Taverne zum Schäfli

Hier gibt es Kaviar, schwarzen Trüffel, Entenleber, Hummer. Immer wieder und nie zu knapp. Christian Kuchler ist kein Chef, der den neuesten Trends nachhechelt, der Ponzu und Dashi ansetzt. Eingekauft wird auch selten auf dem Bauernhof. Hoflieferant ist Alfred von Escher, Qualitätsfanatiker wie Kuchler selbst. Der Chef setzt auf alles, was die luxuriöseste Taverne im Land gross gemacht hat: auf eine klassische, aber verfeinerte französische Küche. Auf unglaubliche, aber auch unglaublich arbeitsintensive Saucen. Auf sein gesundes Selbstvertrauen. Vater Wolfgang, der das «Wunder von Wigoltingen» gestartet hat und nur noch selten in der Küche auftaucht, nimmt es wohlwollend zur Kenntnis. Er kann stolz sein auf seinen Sohn.

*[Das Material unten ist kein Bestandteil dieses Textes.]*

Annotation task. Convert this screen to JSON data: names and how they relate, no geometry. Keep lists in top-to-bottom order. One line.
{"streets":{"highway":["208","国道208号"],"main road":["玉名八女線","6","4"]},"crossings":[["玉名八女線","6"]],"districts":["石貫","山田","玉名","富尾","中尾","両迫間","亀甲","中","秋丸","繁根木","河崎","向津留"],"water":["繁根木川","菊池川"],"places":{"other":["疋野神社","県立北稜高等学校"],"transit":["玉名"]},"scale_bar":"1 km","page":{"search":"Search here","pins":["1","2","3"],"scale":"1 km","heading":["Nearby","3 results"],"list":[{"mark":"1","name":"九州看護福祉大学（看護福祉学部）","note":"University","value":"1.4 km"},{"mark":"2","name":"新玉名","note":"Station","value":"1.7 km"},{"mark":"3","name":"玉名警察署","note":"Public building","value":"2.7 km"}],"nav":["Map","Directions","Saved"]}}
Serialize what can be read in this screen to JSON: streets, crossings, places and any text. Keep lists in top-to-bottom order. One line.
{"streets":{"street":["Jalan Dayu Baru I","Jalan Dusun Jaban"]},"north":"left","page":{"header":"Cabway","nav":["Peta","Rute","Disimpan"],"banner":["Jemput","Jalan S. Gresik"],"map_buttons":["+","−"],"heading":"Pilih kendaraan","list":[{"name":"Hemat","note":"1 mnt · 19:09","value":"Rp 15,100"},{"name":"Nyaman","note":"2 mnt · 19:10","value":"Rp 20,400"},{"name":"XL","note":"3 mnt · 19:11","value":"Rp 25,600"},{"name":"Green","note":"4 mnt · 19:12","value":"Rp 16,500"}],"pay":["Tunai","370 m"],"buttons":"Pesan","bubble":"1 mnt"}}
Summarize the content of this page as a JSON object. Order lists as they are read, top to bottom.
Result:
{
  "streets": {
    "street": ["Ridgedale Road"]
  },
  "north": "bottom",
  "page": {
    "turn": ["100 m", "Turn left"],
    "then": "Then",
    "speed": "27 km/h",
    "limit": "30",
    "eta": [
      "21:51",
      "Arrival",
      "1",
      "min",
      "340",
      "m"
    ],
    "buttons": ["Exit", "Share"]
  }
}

Welches Amuse-bouche war denn das beste? Auf den ersten Blick das elegante Cocktailglas mit temperierten Kalbsbäggli und einem unglaublichen Parmesan-Schaum. Auf den ersten Biss das Tatar vom Black-Angus-Rind mit Zwyer-Kaviar, knuspriger Mini-Rösti und verblüffendem Räuchersud. Aber da war noch diese kleine Essenz vom Kalb – eine Wucht und Symbol für Kuchlers Küche. Auch im «Schäfli» darf ein pochiertes Wachtelei zur Begrüssung nicht fehlen; die Knoblauchcreme dazu mag nicht jedermanns Sache sein, uns hat sie gefallen.
Ein Hammergang gleich zum Start? Nicht die schlechteste Dramaturgie. Kuchler schneidet wundervolle norwegische Jakobsmuscheln auf, serviert sie mit Ingwer und Reisessig, vor allem aber mit Ananas, Yuzu und Haselnuss. Die Erklärung aus der Küche: «Ich verwende eine noch unreife Ananas. Das gibt den sommerlichen Säurekick. Die Haselnüsse aus dem Piemont sorgen für eine nussige Note.» Auf besonderen Wunsch und gegen Aufpreis gibt es noch einen riesigen Löffel Oscietra dazu. Zehn Gramm werden versprochen; beim grosszügigen Chef sind es deutlich mehr.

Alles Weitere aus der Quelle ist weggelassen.